The Qur’an knows the biblical stories of David and Goliath, as well as the parable Nathan tells to David in 2 Samuel 11-12. King David is a great revelator in the Qur’an. “To David We gave the Psalms.” Moreover, Solomon appears in the Qur’an not only as a great king of Israel but also as a magician, just as he does in post-biblical Jewish lore. And at one point the Qur’an seems to make Solomon the star of a story that the Bible connects with Gideon instead.
It is not only the stories of the Old Testament or Hebrew Bible that seem to find their counterparts in the Qur’an; the New Testament has Qur’anic parallels as well. A parable similar to that of the ten virgins occurs. The miraculous birth of John the Baptist is alluded to at several points. So, too, is the story of Mary, including Gabriel’s annunciation to her of the advent of the Savior and the virgin birth of Jesus. Certain Western scholars have seen a reminiscence of the institution of the eucharist or sacrament and the miracle of loaves and fishes.
Many of the similarities are verbal.
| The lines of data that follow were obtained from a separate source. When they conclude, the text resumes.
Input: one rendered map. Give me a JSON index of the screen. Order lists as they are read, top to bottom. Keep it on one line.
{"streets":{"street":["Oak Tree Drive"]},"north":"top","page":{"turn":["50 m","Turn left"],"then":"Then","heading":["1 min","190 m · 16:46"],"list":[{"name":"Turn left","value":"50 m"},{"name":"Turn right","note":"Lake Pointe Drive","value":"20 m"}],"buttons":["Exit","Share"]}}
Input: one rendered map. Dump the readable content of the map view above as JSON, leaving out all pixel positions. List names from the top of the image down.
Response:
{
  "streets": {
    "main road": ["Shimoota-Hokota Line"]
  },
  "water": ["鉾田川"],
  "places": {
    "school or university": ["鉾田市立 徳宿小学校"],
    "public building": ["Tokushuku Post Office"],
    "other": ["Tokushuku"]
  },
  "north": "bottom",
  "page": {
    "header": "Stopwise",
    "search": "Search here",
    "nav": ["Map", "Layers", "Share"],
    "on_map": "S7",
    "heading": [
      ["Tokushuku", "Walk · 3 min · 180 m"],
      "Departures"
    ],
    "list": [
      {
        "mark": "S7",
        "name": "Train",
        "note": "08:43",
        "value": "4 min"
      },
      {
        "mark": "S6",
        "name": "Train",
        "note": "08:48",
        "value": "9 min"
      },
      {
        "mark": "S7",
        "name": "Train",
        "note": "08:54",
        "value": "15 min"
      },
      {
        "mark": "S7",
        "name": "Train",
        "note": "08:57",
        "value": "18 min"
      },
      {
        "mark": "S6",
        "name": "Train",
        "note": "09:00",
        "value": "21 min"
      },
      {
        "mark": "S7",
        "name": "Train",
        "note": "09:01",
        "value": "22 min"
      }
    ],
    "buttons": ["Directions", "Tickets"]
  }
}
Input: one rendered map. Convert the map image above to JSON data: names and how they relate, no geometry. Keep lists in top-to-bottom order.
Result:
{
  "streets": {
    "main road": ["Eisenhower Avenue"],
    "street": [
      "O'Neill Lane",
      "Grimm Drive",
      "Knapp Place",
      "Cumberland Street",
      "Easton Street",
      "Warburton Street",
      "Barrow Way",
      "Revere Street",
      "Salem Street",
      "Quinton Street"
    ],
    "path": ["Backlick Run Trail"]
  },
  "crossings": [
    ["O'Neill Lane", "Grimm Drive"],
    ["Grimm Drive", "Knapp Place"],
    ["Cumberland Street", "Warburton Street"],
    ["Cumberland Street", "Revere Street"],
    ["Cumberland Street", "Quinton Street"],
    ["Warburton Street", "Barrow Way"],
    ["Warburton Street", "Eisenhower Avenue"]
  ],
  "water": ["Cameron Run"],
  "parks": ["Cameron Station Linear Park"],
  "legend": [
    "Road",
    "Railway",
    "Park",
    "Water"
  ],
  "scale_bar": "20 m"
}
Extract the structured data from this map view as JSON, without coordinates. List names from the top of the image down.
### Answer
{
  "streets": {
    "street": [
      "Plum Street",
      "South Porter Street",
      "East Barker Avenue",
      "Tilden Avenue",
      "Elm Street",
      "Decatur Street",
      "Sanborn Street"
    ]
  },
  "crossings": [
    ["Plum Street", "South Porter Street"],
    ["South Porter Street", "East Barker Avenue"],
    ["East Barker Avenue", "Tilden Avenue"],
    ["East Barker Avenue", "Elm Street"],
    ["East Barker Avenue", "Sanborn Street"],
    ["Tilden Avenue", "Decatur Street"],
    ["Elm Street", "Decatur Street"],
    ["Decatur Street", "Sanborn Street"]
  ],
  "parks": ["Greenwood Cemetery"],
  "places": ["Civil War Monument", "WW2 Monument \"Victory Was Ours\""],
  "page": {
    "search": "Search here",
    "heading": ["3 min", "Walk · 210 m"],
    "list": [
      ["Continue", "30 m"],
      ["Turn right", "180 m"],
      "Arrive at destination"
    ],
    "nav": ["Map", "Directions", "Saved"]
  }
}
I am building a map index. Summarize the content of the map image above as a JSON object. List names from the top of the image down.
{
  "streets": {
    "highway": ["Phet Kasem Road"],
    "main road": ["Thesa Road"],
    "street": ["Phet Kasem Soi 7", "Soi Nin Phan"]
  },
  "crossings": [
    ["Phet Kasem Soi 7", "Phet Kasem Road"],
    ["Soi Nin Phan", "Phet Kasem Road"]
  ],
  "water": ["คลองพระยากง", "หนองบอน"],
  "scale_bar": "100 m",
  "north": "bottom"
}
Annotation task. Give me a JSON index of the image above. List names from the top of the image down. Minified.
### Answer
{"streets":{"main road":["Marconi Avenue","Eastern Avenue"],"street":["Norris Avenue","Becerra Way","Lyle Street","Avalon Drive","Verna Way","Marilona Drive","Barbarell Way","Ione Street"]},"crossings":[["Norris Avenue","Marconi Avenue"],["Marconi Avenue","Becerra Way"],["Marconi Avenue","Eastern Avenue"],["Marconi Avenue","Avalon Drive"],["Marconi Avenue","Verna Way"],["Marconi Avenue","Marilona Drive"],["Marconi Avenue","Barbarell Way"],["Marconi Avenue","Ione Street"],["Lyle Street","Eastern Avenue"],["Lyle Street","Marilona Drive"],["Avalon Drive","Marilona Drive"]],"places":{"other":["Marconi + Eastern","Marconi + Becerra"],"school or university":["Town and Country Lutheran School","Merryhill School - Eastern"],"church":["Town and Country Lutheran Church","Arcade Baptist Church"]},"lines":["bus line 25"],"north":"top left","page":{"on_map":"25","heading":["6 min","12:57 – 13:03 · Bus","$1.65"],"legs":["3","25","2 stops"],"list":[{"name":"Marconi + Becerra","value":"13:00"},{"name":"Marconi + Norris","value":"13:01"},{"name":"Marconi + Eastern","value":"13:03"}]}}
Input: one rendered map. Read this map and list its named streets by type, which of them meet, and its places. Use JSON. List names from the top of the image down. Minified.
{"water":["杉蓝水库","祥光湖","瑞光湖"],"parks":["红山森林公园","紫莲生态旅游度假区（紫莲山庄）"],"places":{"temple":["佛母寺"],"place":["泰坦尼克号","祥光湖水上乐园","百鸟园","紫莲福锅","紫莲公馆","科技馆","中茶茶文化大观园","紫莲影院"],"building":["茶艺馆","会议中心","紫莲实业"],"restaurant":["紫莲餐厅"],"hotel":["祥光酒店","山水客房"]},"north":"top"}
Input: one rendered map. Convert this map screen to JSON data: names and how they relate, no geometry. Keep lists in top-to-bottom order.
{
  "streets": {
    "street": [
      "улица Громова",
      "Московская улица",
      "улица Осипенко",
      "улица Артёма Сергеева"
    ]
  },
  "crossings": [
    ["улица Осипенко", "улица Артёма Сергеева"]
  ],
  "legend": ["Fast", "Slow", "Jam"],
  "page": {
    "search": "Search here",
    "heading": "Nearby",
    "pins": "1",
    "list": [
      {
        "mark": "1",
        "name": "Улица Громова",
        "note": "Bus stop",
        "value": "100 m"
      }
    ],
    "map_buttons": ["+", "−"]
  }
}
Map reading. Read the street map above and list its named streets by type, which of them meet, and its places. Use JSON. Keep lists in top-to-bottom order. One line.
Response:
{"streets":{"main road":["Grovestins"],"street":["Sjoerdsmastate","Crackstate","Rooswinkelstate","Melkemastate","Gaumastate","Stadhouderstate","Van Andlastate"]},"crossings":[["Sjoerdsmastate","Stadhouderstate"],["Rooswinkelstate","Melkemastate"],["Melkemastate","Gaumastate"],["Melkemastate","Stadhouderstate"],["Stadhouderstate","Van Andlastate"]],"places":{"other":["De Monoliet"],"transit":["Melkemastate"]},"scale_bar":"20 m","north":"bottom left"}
There are passages in the Qur’an that are virtually identical to passages in the Bible. Thus, when the Qur’an talks about the ruins of past civilizations, destroyed for their disobedience to God and to the prophets he had sent to them, it comments that “your Lord would not have ruined those cities without just cause, had their inhabitants been righteous men.” It rejects the notion that God prefers one people over another because of their lineage or ancestry. “The noblest of you in God’s sight,” it says, “is he who fears Him most.” This is reminiscent of the justification given by the Book of Mormon for the expulsion of the Canaanites by the children of Israel:
And now, do ye suppose that the children of this land, who were in the land of promise, who were driven out by our fathers, do ye suppose that they were righteous? Behold, I say unto you, Nay. Do ye suppose that our fathers would have been more choice than they if they had been righteous? I say unto you, Nay. Behold, the Lord esteemeth all flesh in one; he that is righteous is favored of God. But behold, this people had rejected every word of God, and they were ripe in iniquity.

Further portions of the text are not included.